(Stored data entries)
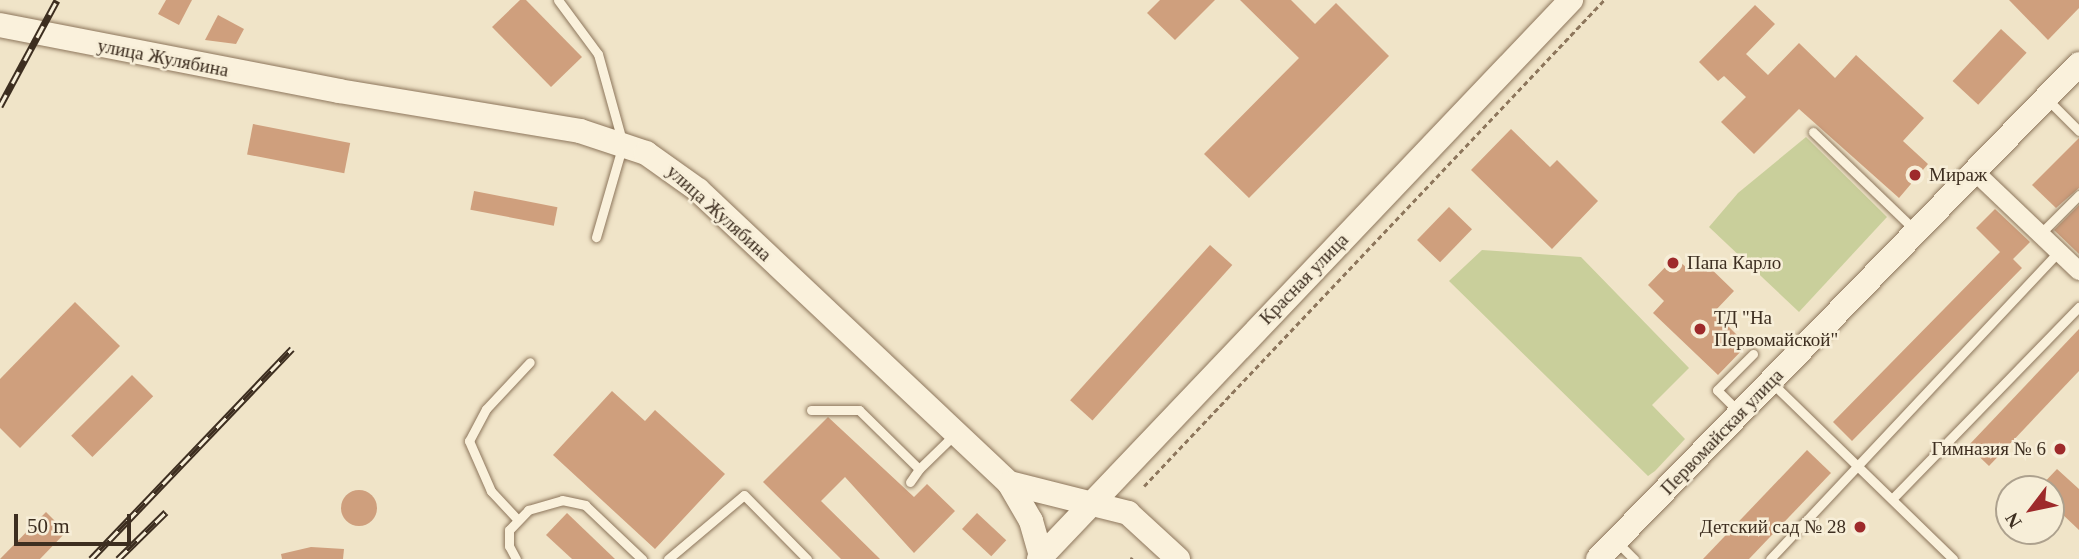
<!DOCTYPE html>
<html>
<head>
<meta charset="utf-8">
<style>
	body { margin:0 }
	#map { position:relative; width:2079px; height:559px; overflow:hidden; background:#f0e4c8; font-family:Georgia,serif }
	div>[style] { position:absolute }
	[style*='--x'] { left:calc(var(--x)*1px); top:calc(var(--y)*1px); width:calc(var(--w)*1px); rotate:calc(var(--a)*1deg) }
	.green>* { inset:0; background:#c9cf9b }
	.building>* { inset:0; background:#cf9f7d; transform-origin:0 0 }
	.round { border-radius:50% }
	.path>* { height:2.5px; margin-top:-1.25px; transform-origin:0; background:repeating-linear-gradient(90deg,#8d765c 0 5px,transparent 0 8.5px) }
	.roads { filter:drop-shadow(0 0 2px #8d765c) drop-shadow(0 0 2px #8d765c) }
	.lane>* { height:9px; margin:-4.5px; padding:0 4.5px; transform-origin:4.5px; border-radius:4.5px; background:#faf1dc }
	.street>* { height:18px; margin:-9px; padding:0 9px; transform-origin:9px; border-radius:9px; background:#faf1dc }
	.secondary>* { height:24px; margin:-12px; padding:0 12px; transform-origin:12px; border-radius:12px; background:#faf1dc }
	.rail>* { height:7px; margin-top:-3.5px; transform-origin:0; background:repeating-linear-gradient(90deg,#f7eed8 0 13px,#3d2e20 0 26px); box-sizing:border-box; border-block:2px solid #3d2e20 }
	.dots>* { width:19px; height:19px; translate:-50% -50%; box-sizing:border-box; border:4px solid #f7eed8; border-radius:50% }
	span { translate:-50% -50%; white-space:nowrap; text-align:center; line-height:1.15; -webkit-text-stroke:5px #f7eed8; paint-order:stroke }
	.street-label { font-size:19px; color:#3d2e20 }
	.poi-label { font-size:19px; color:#3d2e20 }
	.left { translate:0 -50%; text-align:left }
	.right { translate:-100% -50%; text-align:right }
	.north { position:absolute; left:1995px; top:475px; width:70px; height:70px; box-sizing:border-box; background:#f7eed8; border:2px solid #ada18e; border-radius:50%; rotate:238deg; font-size:19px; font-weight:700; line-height:28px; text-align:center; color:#3d2e20 }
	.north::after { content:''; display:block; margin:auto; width:24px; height:32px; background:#9e2a2b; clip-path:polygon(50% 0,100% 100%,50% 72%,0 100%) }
	.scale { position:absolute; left:14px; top:514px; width:117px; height:32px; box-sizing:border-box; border:4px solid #3d2e20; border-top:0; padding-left:9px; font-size:21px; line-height:24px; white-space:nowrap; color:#3d2e20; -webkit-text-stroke:5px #f7eed8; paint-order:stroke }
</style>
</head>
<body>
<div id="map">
	<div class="green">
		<i style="clip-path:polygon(1806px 137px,1887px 217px,1799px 312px,1709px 227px,1738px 193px)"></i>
		<i style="clip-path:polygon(1482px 250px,1581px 257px,1689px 368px,1652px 405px,1685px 439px,1655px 471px,1648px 476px,1449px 281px)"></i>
	</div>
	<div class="building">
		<i style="clip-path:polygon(166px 0,192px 0,179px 25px,158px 14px)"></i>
		<i style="clip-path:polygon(520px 0,526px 0,582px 57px,551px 87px,492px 27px)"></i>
		<i style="clip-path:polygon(1160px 0,1215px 0,1175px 40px,1147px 13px)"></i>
		<i style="clip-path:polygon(1240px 0,1291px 0,1315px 24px,1336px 3px,1389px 56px,1249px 198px,1204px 154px,1299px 58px)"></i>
		<i style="clip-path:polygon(2009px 0,2079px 0,2079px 8px,2048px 40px)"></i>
		<i style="clip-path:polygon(1755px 5px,1775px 24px,1746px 54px,1768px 75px,1799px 43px,1835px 78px,1856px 55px,1924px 118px,1903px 141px,1928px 164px,1899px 198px,1799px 109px,1754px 154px,1721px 122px,1746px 97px,1724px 76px,1718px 81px,1699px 62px)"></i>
		<i style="clip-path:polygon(218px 15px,244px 29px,236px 44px,205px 40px)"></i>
		<i style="left:2001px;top:29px;width:35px;height:71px;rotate:43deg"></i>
		<i style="left:253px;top:124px;width:99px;height:31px;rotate:11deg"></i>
		<i style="clip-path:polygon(1511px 129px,1550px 167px,1557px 160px,1598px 201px,1552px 249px,1471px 170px)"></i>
		<i style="clip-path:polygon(2079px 138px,2079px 188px,2056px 208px,2032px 185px)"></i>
		<i style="left:474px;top:191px;width:85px;height:19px;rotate:11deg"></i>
		<i style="clip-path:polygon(2079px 205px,2079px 254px,2054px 230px)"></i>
		<i style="left:1449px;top:207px;width:32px;height:46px;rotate:44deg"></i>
		<i style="clip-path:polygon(1995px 209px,2030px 242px,2013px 259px,2022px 268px,1852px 441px,1833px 422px,2000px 252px,1976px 228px)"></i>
		<i style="left:1210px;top:245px;width:30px;height:209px;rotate:42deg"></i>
		<i style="clip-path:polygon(1675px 257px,1691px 272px,1702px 260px,1734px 291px,1714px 312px,1747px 345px,1718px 375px,1653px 313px,1664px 301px,1648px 285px)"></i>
		<i style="clip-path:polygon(75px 302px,120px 346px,20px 448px,0 428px,0 379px)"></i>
		<i style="clip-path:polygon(2079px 329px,2079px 371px,1989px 466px,1968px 446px)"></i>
		<i style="left:132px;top:375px;width:30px;height:86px;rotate:45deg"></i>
		<i style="clip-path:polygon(612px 391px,645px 421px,655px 410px,725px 474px,655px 549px,553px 455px)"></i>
		<i style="clip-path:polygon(828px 417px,914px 497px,927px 484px,955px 511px,914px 553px,845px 477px,821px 501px,880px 559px,841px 559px,763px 482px)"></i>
		<i style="clip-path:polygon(1807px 450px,1831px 473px,1749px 559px,1703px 559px)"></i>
		<i style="clip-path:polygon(2057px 469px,2079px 489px,2079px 530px,2060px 512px,2051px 521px,2051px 489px,2038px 489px)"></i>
		<i class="round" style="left:341px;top:490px;width:36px;height:36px"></i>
		<i style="clip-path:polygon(46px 512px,66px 532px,40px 559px,0 559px)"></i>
		<i style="clip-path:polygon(567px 513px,615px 559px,572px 559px,546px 535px)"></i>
		<i style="left:977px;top:513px;width:40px;height:22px;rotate:43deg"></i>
		<i style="clip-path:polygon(311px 547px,344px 549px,343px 559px,282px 559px,281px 554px)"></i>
	</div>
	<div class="path">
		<i style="--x:1144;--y:486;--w:669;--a:-46.57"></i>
		<i style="--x:1131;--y:559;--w:2;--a:-63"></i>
	</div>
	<div class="roads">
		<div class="lane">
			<i style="--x:558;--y:0;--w:67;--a:53.5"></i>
			<i style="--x:598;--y:54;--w:93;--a:74.5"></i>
			<i style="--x:623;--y:144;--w:97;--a:106.2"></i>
			<i style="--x:2048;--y:100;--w:44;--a:45"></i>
			<i style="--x:1813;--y:132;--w:141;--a:43.9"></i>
			<i style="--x:2040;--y:234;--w:55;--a:-45"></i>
			<i style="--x:1771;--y:382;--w:254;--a:44.2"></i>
			<i style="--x:811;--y:410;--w:48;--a:0"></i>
			<i style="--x:859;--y:410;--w:84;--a:44.5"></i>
			<i style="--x:919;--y:469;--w:49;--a:-44.2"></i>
			<i style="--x:1739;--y:412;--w:31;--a:-135"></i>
			<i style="--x:1717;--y:390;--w:51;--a:-45"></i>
			<i style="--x:910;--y:482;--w:16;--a:-55"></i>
			<i style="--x:1892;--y:499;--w:268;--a:-45.8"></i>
			<i style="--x:518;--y:520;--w:40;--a:-133"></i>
			<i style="--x:491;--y:491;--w:55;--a:-113.7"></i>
			<i style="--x:469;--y:441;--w:36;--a:-62"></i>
			<i style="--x:486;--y:409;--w:64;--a:-46.9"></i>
			<i style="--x:1618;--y:543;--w:23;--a:45"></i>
			<i style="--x:516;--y:559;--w:15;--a:-118"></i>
			<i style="--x:509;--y:546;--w:16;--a:-90"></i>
			<i style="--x:509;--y:530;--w:28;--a:-46"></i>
			<i style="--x:528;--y:510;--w:35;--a:-16"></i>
			<i style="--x:562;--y:500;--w:24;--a:12"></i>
			<i style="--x:585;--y:505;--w:79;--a:43.5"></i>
			<i style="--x:668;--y:559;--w:99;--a:-40.1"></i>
			<i style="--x:744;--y:495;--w:90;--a:45.5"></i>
			<i style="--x:1770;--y:559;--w:422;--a:-46.8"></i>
		</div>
		<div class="street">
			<i style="--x:1974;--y:171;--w:145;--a:43.6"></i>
		</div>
		<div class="secondary">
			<i style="--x:0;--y:25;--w:345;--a:11"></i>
			<i style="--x:339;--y:91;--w:244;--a:9.4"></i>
			<i style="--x:580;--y:131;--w:70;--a:18.4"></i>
			<i style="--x:646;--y:153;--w:64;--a:35.4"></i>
			<i style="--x:698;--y:190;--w:427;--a:43.3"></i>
			<i style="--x:1009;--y:483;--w:123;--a:14.1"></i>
			<i style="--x:1128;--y:513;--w:68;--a:42.6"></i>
			<i style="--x:1009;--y:483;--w:44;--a:59.9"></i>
			<i style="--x:1031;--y:521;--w:36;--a:74"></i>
			<i style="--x:1039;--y:559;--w:772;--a:-46.42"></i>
			<i style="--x:1598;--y:559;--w:690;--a:-45.82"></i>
		</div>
	</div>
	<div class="rail">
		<i style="--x:0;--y:106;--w:120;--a:-61.7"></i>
		<i style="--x:91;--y:559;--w:291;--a:-46.3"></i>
		<i style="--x:118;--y:559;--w:67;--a:-44.4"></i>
	</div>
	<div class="dots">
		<i style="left:1915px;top:175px;background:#9e2a2b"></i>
		<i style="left:1673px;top:263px;background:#9e2a2b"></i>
		<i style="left:1700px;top:329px;background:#9e2a2b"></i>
		<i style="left:2060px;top:449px;background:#9e2a2b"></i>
		<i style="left:1860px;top:527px;background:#9e2a2b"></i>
	</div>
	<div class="street-label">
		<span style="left:163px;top:58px;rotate:11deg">улица Жулябина</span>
		<span style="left:719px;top:213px;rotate:42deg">улица Жулябина</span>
		<span style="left:1304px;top:279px;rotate:-46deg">Красная улица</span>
		<span style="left:1722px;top:432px;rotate:-46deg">Первомайская улица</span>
	</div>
	<div class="poi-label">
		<span class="left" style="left:1929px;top:175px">Мираж</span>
		<span class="left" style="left:1687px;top:263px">Папа Карло</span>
		<span class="left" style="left:1714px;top:329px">ТД "На<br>Первомайской"</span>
		<span class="right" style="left:2046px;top:449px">Гимназия № 6</span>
		<span class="right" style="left:1846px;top:527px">Детский сад № 28</span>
	</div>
	<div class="north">N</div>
	<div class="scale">50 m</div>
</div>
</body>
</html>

Problem to solve> Working from the entries above, return all lines that contain "center".

Answer below>
	span { translate:-50% -50%; white-space:nowrap; text-align:center; line-height:1.15; -webkit-text-stroke:5px #f7eed8; paint-order:stroke }
	.north { position:absolute; left:1995px; top:475px; width:70px; height:70px; box-sizing:border-box; background:#f7eed8; border:2px solid #ada18e; border-radius:50%; rotate:238deg; font-size:19px; font-weight:700; line-height:28px; text-align:center; color:#3d2e20 }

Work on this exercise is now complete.